Ct Scan

It has been a while since my last post. To be exact my last post was on February 21, 2021. I haven’t posted because things have been good or bad but because you learn to live with the aftermath of cancer. Some people assume your fine because your not in treatment but the ugly reality is cancer is the gift that keeps on giving.

Yes, cancer can be a gift. As crazy as it sounds you learn so much about yourself and others. You learn to put yourself first as much as you can. But you also realize that you are strong then you think. It’s all about the mindset.

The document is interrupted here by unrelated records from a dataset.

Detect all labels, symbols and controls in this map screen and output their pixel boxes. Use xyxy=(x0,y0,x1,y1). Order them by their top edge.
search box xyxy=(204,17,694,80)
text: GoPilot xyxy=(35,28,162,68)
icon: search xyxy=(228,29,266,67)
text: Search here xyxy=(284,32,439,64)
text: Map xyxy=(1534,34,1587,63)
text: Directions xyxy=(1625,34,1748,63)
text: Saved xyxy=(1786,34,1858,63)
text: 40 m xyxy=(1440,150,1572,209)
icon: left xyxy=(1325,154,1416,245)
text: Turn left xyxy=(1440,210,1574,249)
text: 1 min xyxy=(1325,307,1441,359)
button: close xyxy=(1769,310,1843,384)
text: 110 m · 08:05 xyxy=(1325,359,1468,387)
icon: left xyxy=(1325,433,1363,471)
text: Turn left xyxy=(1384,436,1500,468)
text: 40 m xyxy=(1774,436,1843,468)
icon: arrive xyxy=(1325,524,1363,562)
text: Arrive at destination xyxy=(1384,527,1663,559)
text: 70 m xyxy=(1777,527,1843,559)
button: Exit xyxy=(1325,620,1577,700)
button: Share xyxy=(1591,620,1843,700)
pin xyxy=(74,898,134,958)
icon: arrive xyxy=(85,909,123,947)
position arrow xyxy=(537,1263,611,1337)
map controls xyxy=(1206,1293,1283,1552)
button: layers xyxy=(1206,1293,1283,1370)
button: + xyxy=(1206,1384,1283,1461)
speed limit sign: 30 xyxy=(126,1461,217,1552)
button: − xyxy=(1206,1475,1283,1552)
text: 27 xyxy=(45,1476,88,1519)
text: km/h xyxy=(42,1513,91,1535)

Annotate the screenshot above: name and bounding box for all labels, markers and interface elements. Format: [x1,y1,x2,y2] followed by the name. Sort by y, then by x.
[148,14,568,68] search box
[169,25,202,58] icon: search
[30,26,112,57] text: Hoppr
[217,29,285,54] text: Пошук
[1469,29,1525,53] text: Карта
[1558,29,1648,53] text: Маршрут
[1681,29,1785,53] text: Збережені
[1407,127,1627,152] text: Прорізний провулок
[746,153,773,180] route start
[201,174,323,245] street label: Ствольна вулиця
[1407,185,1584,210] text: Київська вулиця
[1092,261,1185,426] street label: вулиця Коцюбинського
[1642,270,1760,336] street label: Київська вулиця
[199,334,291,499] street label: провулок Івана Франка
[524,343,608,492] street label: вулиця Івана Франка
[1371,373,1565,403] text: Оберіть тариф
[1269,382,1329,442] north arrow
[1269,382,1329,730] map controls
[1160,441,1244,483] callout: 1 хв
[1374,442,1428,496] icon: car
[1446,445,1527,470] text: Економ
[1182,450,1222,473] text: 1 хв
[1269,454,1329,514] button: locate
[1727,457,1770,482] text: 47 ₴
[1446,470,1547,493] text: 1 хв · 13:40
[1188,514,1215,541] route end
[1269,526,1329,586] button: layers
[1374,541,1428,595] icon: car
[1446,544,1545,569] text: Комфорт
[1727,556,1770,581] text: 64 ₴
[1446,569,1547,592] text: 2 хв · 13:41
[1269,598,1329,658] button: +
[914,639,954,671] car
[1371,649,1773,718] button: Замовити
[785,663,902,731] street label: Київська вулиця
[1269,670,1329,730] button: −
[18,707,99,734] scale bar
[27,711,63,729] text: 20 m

Well my mindset today is not the most positive. I had my CT Scan on Tuesday. The process of going to get a scan plays with your mind. You relive the whole journey. You pray that nothing comes back. And you hold the tears back as the scan machine tell you to hold your breath.

So it is now Saturday and no results! I usually get them within 48 hours. It has been four days. The kicker is I called my oncologist on Friday asking her if she got the results. I was told no but that we would go over it on Monday at 12:30. So I wait a few more days. I play the mind game but fry to stay busy. It the silent time that kills me the most! If I stay busy then I am fine. But if not I play so many sinceros in my head. Cancer really sucks! It just a realty that one must live with. The fear truly never really goes away but you learn to deal with it. But then you have days like today that you just want it to be Monday!

My prayer is that everything is good and I remain NED! I pray for peace for anyone going through this journey. For now I wait! But like always, I GOT THIS! I am blessed!